Resinous trees dot the tundra landscape on northwestern Siberia’s Yamal Peninsula.
Resinous trees dot the tundra landscape on northwestern Siberia’s Yamal Peninsula. (Image credit: Jean-Christophe PLAT/Contributor/Getty Images)

The Siberian tundra could disappear by the year 2500, unless greenhouse gas emissions are dramatically reduced. 

Even in the best-case scenarios, two-thirds of this landscape — defined by its short growing season and cover of grasses, moss, shrubs and lichens — could vanish, leaving behind two fragments separated by 1,553 miles (2,500 kilometers), scientists recently predicted. And as the tundra's permafrost cover melts away, it could release vast quantities of stored greenhouse gases into the atmosphere, potentially accelerating warming worldwide.

"This was stunning for us to see how quickly the tundra will be turned over to forest," said ecologist and forest modeler Stefan Kruse of the Alfred Wegener Institute (AWI) Helmholtz Centre for Polar and Marine Research in Bremerhaven, Germany. The loss of the tundra will not only be a blow for biodiversity and human culture, but might also worsen Arctic warming, Kruse told Live Science.

Related: Is climate change making the weather worse?

Warming in the Arctic has advanced rapidly in recent decades, about twice as fast as warming in the rest of the globe. Between 1960 and 2019, air temperatures rose nearly 7.2 degrees Fahrenheit (4 degrees Celsius) across the Arctic region, according to the National Snow and Ice Data Center (NSIDC). This heat reduced sea ice cover and is affecting the Arctic's land as well. One of those implications is the northward march of Siberian larch forests.
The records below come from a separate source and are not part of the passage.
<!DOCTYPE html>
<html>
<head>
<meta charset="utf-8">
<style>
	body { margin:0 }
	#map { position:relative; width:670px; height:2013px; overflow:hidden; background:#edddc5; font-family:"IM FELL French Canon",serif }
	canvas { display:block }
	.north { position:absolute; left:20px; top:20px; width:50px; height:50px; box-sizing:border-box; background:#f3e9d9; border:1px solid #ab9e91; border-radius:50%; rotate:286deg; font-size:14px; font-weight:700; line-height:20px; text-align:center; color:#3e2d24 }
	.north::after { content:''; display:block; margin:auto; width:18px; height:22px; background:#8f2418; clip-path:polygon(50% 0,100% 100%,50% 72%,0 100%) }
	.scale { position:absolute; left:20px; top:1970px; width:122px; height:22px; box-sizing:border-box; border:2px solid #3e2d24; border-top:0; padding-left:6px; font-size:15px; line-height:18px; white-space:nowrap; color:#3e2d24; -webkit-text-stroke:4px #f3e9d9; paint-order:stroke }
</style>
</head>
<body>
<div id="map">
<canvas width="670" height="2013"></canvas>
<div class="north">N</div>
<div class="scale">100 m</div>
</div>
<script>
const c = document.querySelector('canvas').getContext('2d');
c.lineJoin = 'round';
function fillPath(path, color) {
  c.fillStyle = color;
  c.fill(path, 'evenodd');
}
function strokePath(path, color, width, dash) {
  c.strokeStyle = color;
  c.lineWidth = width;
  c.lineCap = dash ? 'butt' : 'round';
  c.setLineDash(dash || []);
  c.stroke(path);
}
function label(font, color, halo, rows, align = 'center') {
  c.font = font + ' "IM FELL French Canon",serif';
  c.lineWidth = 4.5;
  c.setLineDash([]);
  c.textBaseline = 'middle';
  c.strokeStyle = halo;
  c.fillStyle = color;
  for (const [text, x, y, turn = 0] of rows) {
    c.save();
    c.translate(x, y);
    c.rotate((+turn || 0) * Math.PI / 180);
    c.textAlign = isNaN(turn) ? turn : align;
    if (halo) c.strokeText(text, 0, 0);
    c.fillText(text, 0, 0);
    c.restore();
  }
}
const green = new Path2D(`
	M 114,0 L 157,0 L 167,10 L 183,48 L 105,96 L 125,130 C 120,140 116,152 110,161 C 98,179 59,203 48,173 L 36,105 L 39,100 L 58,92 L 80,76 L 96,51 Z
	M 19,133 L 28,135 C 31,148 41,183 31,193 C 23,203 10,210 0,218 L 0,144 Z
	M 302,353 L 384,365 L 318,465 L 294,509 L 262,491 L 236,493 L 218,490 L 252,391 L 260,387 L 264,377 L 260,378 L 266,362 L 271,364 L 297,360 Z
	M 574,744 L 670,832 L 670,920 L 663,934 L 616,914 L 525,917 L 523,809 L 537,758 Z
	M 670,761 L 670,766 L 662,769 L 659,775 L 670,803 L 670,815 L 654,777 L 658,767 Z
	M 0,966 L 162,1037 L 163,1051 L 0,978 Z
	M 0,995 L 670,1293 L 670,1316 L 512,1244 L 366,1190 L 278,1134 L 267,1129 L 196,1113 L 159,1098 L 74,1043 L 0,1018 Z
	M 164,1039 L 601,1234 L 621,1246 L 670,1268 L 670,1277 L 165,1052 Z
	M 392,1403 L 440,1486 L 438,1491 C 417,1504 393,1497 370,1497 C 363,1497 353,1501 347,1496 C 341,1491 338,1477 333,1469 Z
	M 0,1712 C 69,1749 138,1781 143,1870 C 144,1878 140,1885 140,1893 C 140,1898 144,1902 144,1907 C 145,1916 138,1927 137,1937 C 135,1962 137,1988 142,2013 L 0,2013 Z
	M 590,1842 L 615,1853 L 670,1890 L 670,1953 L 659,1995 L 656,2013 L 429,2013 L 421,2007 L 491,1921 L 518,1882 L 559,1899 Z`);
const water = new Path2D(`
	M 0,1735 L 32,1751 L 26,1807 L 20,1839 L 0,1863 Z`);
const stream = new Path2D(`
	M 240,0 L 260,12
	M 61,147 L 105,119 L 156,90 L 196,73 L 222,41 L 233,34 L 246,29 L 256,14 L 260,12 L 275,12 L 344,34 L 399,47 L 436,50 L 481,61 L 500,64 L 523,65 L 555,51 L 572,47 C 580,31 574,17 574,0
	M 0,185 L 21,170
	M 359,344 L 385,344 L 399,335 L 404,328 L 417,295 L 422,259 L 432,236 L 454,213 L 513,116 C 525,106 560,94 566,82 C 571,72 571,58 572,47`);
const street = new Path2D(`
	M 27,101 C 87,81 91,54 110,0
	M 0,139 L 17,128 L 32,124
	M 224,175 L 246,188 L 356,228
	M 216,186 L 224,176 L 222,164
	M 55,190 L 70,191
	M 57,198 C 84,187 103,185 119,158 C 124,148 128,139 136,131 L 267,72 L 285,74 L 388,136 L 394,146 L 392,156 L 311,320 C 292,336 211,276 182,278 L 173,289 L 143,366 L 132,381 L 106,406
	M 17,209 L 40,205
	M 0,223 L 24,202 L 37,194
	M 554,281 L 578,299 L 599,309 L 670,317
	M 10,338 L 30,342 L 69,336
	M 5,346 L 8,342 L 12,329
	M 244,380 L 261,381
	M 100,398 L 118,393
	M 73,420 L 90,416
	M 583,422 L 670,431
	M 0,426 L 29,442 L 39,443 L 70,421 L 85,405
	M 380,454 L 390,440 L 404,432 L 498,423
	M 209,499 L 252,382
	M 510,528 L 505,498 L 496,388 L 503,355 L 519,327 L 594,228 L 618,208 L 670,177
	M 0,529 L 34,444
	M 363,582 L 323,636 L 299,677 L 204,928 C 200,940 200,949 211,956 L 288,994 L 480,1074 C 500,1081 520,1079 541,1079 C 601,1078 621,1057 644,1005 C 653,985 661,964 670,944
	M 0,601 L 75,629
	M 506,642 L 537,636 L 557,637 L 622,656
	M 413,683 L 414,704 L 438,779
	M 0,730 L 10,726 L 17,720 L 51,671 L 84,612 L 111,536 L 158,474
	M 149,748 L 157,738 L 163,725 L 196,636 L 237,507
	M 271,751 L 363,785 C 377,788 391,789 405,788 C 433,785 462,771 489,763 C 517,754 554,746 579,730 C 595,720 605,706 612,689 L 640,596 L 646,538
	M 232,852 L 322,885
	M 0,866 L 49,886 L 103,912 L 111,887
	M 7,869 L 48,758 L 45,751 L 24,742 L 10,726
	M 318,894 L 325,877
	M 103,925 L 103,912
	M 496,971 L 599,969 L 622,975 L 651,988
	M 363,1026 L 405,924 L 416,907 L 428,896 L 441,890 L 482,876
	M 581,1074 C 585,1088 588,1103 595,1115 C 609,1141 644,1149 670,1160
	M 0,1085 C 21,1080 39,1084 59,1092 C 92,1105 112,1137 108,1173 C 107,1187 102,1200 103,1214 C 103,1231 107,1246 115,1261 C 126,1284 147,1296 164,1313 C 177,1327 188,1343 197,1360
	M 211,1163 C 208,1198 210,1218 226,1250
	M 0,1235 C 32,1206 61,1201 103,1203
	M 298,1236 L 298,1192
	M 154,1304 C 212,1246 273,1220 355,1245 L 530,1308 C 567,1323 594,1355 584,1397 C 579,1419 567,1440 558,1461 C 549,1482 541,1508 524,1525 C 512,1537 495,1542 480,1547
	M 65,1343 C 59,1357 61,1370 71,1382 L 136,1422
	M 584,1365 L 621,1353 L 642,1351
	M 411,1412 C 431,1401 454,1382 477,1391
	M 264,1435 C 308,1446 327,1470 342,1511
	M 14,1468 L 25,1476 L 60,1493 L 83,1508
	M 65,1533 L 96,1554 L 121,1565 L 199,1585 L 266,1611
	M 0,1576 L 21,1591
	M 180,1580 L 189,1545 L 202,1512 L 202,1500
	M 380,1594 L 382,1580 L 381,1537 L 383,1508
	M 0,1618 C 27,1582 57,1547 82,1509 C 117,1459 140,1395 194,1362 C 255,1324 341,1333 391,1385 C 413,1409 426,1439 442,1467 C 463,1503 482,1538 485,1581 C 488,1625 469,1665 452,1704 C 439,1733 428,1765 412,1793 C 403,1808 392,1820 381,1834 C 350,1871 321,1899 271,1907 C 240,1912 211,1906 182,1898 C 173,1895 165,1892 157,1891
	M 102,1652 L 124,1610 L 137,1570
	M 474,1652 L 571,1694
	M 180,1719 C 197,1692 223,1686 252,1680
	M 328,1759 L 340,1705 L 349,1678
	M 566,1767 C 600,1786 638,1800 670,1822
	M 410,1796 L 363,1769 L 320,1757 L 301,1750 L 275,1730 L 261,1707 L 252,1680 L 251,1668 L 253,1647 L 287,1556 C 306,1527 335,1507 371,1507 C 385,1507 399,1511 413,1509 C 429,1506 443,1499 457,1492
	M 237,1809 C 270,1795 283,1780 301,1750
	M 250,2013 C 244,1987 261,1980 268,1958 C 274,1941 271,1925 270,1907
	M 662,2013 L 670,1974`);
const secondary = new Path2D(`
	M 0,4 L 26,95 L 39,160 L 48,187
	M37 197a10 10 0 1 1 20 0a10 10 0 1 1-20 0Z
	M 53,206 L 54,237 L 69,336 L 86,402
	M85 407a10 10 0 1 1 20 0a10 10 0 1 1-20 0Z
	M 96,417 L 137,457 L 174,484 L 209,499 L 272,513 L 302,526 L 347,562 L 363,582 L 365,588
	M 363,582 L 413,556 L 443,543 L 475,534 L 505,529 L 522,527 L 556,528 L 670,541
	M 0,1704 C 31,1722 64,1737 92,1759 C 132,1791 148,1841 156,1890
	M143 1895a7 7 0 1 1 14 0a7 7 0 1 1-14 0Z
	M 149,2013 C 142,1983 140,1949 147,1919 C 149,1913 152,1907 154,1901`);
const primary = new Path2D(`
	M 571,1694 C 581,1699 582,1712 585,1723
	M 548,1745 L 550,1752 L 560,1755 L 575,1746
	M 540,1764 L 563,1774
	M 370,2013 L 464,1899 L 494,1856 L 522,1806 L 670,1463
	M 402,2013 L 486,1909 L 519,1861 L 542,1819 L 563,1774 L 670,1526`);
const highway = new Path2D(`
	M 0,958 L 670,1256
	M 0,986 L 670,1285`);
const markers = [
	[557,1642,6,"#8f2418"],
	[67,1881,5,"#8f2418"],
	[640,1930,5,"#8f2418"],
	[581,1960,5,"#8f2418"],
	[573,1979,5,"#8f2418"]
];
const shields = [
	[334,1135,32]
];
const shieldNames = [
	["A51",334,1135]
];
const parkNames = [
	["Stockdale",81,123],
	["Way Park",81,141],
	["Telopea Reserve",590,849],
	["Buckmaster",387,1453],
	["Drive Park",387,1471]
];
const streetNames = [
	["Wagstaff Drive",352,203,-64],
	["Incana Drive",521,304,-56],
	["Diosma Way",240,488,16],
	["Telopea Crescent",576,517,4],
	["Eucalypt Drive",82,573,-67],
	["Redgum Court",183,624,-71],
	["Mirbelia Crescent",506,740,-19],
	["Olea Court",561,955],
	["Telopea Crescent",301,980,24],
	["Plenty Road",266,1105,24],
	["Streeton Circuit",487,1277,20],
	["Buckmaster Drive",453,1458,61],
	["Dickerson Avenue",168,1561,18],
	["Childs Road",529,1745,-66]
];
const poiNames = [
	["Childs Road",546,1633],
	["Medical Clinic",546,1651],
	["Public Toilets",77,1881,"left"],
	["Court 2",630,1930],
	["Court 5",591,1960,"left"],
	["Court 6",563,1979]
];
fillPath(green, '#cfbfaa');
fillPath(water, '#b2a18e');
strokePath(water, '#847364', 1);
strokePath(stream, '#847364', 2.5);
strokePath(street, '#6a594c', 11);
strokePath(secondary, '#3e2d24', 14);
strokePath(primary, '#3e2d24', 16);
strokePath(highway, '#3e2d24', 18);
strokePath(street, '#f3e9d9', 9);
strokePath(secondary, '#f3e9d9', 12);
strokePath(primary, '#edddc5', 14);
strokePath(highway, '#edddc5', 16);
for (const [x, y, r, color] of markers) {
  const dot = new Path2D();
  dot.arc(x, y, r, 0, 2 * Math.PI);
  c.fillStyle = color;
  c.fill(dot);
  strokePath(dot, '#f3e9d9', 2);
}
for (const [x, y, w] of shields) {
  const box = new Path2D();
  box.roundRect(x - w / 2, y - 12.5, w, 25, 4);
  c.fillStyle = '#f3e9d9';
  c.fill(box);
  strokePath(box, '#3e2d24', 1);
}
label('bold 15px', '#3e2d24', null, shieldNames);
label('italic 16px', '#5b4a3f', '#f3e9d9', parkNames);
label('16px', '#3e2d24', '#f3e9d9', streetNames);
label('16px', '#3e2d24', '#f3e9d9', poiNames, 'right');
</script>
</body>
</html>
How quickly these forests will replace the grassy, shrubby tundra ecosystem is unknown. Treeline changes in response to climate aren't consistent around the globe, Kruse said. In some areas, treelines have advanced northward. In others, they have remained static; in still others, they've even retreated. Previous research in the Siberian tundra has focused on small areas, but there can be a lot of variability from location to location.

Now, Kruse and his colleague, AWI professor Ulrike Herzschuh, have created a new computer model that evaluates the full 2,485-mile-long (4,000 km) expanse of the Siberian tundra. The model takes into account the life cycles of individual trees: from how far they can disperse their seeds, to how well they grow when faced with competition from other trees, to growth rates based on temperature, precipitation and depth of the summer thaw of permafrost that occurs in tundra regions.

The researchers found that once the trees start marching northward in response to warming, they do so quickly — and they are not likely to retreat again should temperatures cool. Under a scenario in which carbon emissions are reduced to zero by 2100 and global temperature rise remains below 3.6 degrees F (2 degrees C), only 32.7% of today's tundra would remain by 2500. This fraction would be split into two mini-tundras: one in Chukotka in the far east and one on the Taymyr Peninsula in the far north.

Cascade of change

But even that bleak scenario may be impossible to achieve without very quick action, meaning that the outcome for the tundra could easily be far worse. In an intermediate scenario in which carbon emissions don't start declining until 2050 and are cut by half by 2100, larch trees would cover all but 5.7% of the current tundra by 2500, essentially annihilating the ecosystem.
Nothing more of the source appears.